Because data doesn't work like that. Analysis doesn't work like that. And science certainly doesn't work like that.
There is very little data on Omnicron at this stage.

data such as "estimates" and "predictions" with limited data with one link are not overly reliable

Would have thought that a few recent local outbreaks that have actually happened may be worth looking at but obviously not, lets go with the data, science and analysis.

look at some of the data that the Doherty institute has used for their "predictions" on cases including yesterdays classic of up to 200,000 cases a day. I guess if you pick a ridiculously high number as a worse case scenario you cant go wrong.



Just a query, where are they finding these people for their limited recent data on Omnicron?. Are they grabbing 500 unvaccinated people, put them in room A with a covid case for a few hours and then compare room B with 500 vaccinated people then crunch numbers? The covid case put in each room would have to be the same person or at least someone with the equal level of transmission. Hey Room A has 330 cases now as opposed to room B with 250. Amazing so many unvaccinated people are lining up for these studies.
 
There is very little data on Omnicron at this stage.

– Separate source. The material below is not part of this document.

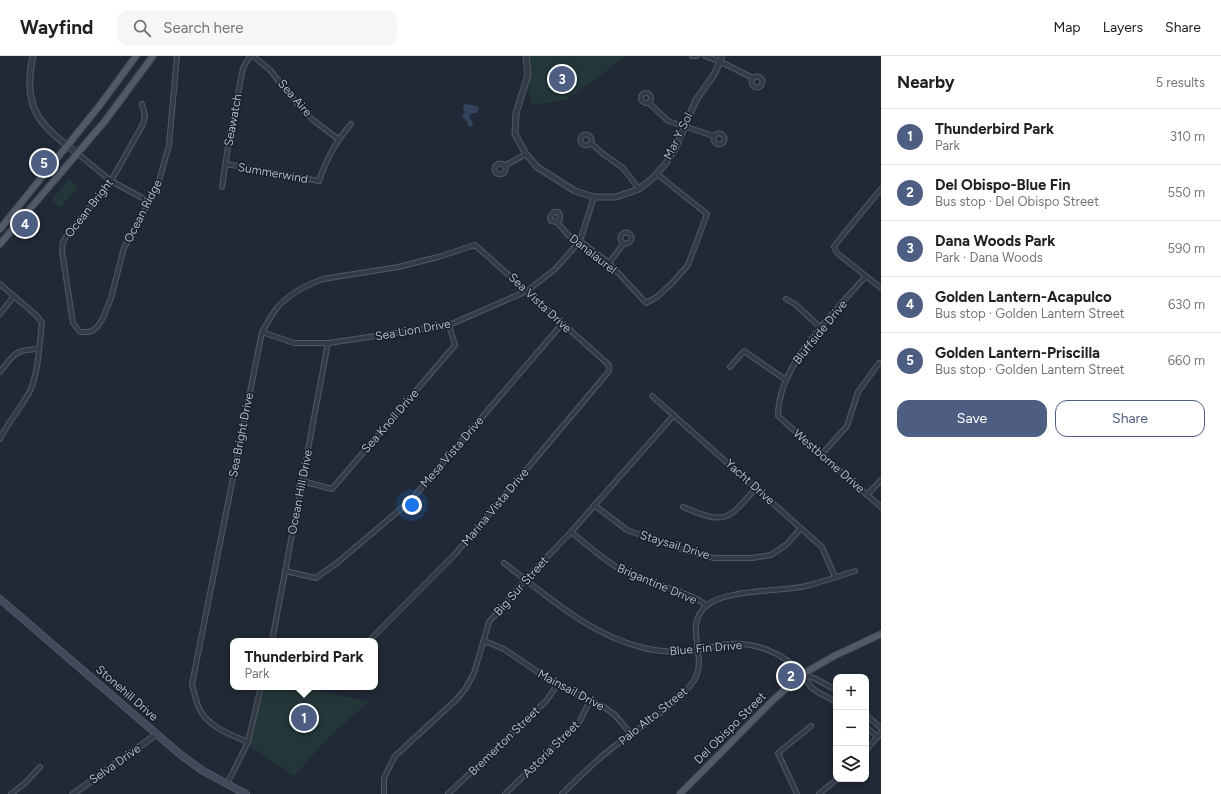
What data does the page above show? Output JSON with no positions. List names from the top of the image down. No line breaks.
{"streets":{"main road":["Stonehill Drive","Del Obispo Street"],"street":["Sea Aire","Seawatch","Mar Y Sol","Summerwind","Ocean Bright","Ocean Ridge","Danalaurel","Sea Vista Drive","Sea Lion Drive","Bluffside Drive","Sea Knoll Drive","Sea Bright Drive","Mesa Vista Drive","Westborne Drive","Yacht Drive","Ocean Hill Drive","Marina Vista Drive","Staysail Drive","Brigantine Drive","Big Sur Street","Blue Fin Drive","Mainsail Drive","Palo Alto Street","Bremerton Street","Astoria Street","Selva Drive"]},"crossings":[["Sea Aire","Summerwind"],["Seawatch","Summerwind"],["Mar Y Sol","Danalaurel"],["Mar Y Sol","Sea Lion Drive"],["Ocean Bright","Ocean Ridge"],["Danalaurel","Sea Lion Drive"],["Sea Vista Drive","Sea Lion Drive"],["Sea Vista Drive","Sea Bright Drive"],["Sea Vista Drive","Mesa Vista Drive"],["Sea Vista Drive","Marina Vista Drive"],["Sea Lion Drive","Sea Knoll Drive"],["Sea Lion Drive","Sea Bright Drive"],["Sea Lion Drive","Ocean Hill Drive"],["Bluffside Drive","Westborne Drive"],["Sea Knoll Drive","Ocean Hill Drive"],["Mesa Vista Drive","Ocean Hill Drive"],["Yacht Drive","Staysail Drive"],["Yacht Drive","Big Sur Street"],["Staysail Drive","Big Sur Street"],["Brigantine Drive","Big Sur Street"],["Brigantine Drive","Palo Alto Street"],["Big Sur Street","Blue Fin Drive"],["Big Sur Street","Mainsail Drive"],["Blue Fin Drive","Palo Alto Street"],["Blue Fin Drive","Del Obispo Street"],["Mainsail Drive","Palo Alto Street"],["Mainsail Drive","Bremerton Street"],["Mainsail Drive","Astoria Street"],["Stonehill Drive","Selva Drive"]],"page":{"header":"Wayfind","search":"Search here","nav":["Map","Layers","Share"],"heading":["Nearby","5 results"],"pins":["3","5","4","2","1"],"list":[{"mark":"1","name":"Thunderbird Park","note":"Park","value":"310 m"},{"mark":"2","name":"Del Obispo-Blue Fin","note":"Bus stop · Del Obispo Street","value":"550 m"},{"mark":"3","name":"Dana Woods Park","note":"Park · Dana Woods","value":"590 m"},{"mark":"4","name":"Golden Lantern-Acapulco","note":"Bus stop · Golden Lantern Street","value":"630 m"},{"mark":"5","name":"Golden Lantern-Priscilla","note":"Bus stop · Golden Lantern Street","value":"660 m"}],"buttons":["Save","Share"],"popup":["Thunderbird Park","Park"],"map_buttons":["+","−"]}}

data such as "estimates" and "predictions" with limited data with one link are not overly reliable

Would have thought that a few recent local outbreaks that have actually happened may be worth looking at but obviously not, lets go with the data, science and analysis.

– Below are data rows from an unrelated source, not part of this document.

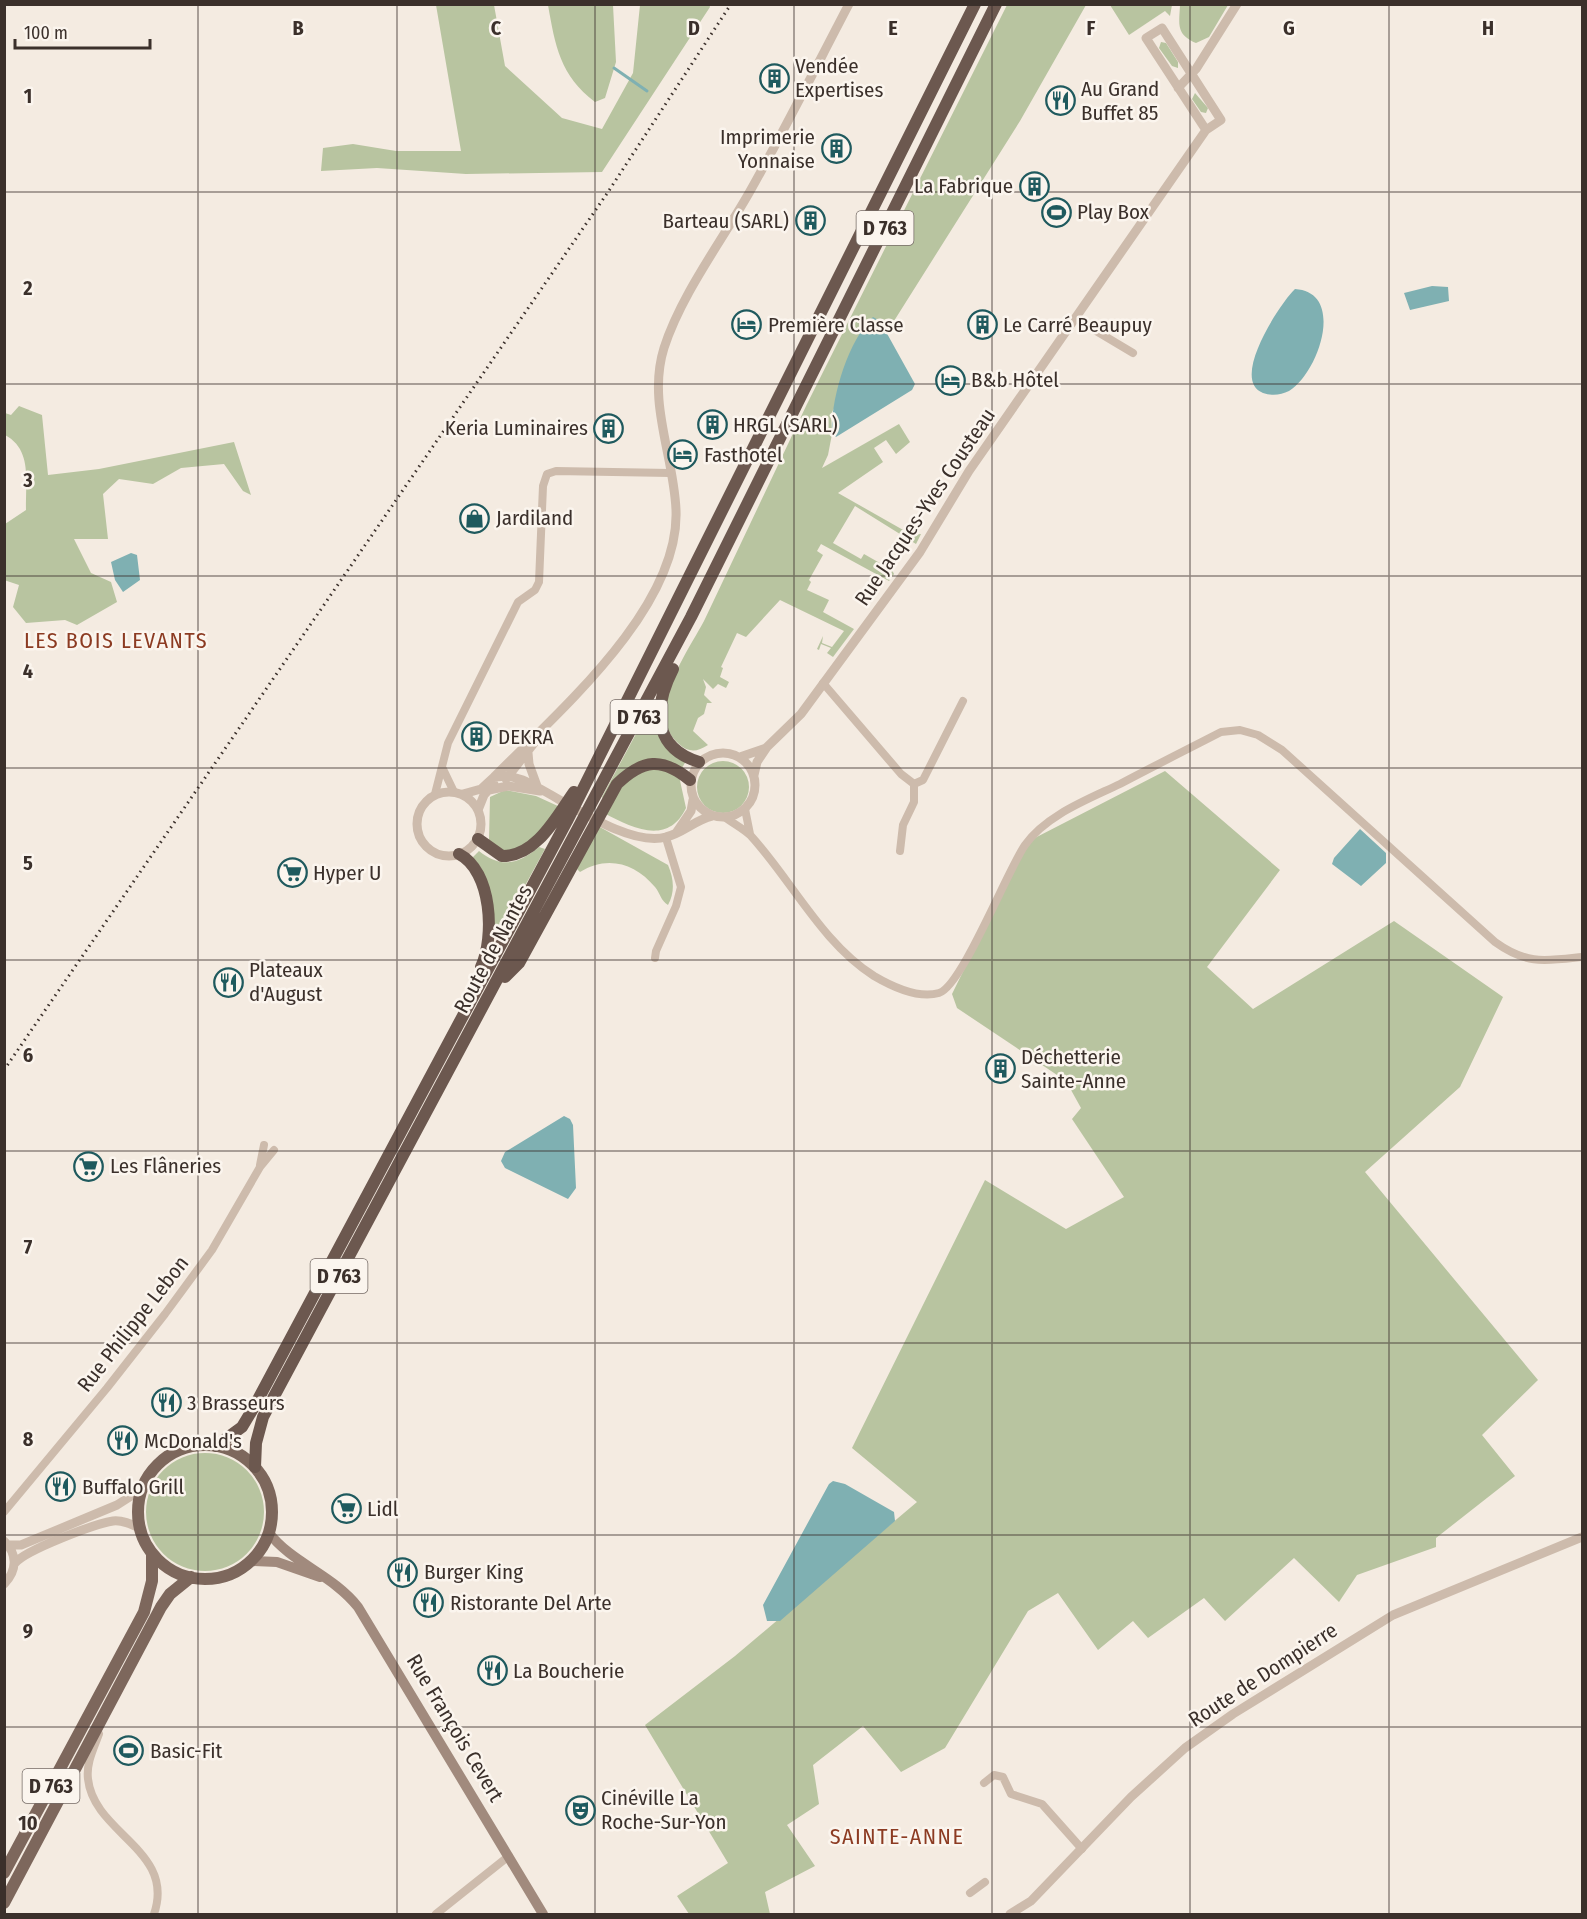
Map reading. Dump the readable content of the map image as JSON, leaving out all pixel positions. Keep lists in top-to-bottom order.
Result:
{
  "streets": {
    "highway": ["D 763", "Route de Nantes"],
    "main road": ["Rue François Cevert"],
    "street": ["Rue Jacques-Yves Cousteau", "Rue Philippe Lebon", "Route de Dompierre"]
  },
  "crossings": [
    ["D 763", "Route de Nantes"],
    ["D 763", "Rue François Cevert"],
    ["Route de Nantes", "Rue François Cevert"]
  ],
  "districts": ["LES BOIS LEVANTS", "SAINTE-ANNE"],
  "places": {
    "building": [
      "Vendée Expertises",
      "Imprimerie Yonnaise",
      "La Fabrique",
      "Barteau (SARL)",
      "Le Carré Beaupuy",
      "HRGL (SARL)",
      "Keria Luminaires",
      "DEKRA",
      "Déchetterie Sainte-Anne"
    ],
    "restaurant": [
      "Au Grand Buffet 85",
      "Plateaux d'August",
      "3 Brasseurs",
      "McDonald's",
      "Buffalo Grill",
      "Burger King",
      "Ristorante Del Arte",
      "La Boucherie"
    ],
    "sports": ["Play Box", "Basic-Fit"],
    "hotel": ["Première Classe", "B&b Hôtel", "Fasthotel"],
    "shop": ["Jardiland"],
    "supermarket": ["Hyper U", "Les Flâneries", "Lidl"],
    "theatre": ["Cinéville La Roche-Sur-Yon"]
  },
  "scale_bar": "100 m",
  "grid": {
    "columns": [
      "B",
      "C",
      "D",
      "E",
      "F",
      "G",
      "H"
    ],
    "rows": [
      "1",
      "2",
      "3",
      "4",
      "5",
      "6",
      "7",
      "8",
      "9",
      "10"
    ]
  }
}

look at some of the data that the Doherty institute has used for their "predictions" on cases including yesterdays classic of up to 200,000 cases a day. I guess if you pick a ridiculously high number as a worse case scenario you cant go wrong.



Just a query, where are they finding these people for their limited recent data on Omnicron?. Are they grabbing 500 unvaccinated people, put them in room A with a covid case for a few hours and then compare room B with 500 vaccinated people then crunch numbers? The covid case put in each room would have to be the same person or at least someone with the equal level of transmission. Hey Room A has 330 cases now as opposed to room B with 250. Amazing so many unvaccinated people are lining up for these studies.
You do realise there are countries outside of Australia, right?
 
There is very little data on Omnicron at this stage.

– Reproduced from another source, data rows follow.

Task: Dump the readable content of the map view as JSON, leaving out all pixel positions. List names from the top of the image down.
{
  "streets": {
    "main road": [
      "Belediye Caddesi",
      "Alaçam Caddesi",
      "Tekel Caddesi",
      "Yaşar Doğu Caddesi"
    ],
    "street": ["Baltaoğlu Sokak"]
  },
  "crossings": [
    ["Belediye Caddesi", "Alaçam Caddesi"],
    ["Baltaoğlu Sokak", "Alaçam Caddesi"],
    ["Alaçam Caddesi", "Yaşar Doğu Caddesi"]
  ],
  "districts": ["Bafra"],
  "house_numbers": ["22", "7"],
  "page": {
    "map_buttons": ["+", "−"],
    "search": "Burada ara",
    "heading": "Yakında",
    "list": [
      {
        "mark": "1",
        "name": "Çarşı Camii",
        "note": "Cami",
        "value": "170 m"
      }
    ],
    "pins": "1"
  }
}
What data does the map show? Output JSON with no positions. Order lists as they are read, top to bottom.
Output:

data such as "estimates" and "predictions" with limited data with one link are not overly reliable

Would have thought that a few recent local outbreaks that have actually happened may be worth looking at but obviously not, lets go with the data, science and analysis.
Recent outbreaks are worth looking at. Absolutely.
From them, a hypothesis can be formed - but nothing beyond that. Then researchers and scientists will go about actually studying this stuff.

You don't start with one, or even a couple of examples in the press and make a conclusion FFS.

I mean, with all due respect, that's just ****ing stupid.



look at some of the data that the Doherty institute has used for their "predictions" on cases including yesterdays classic of up to 200,000 cases a day. I guess if you pick a ridiculously high number as a worse case scenario you cant go wrong.
You should do some reading on modelling. I don't think you understand it. Some high level basic stuff here for you:


Just a query, where are they finding these people for their limited recent data on Omnicron?. Are they grabbing 500 unvaccinated people, put them in room A with a covid case for a few hours and then compare room B with 500 vaccinated people then crunch numbers? The covid case put in each room would have to be the same person or at least someone with the equal level of transmission. Hey Room A has 330 cases now as opposed to room B with 250. Amazing so many unvaccinated people are lining up for these studies.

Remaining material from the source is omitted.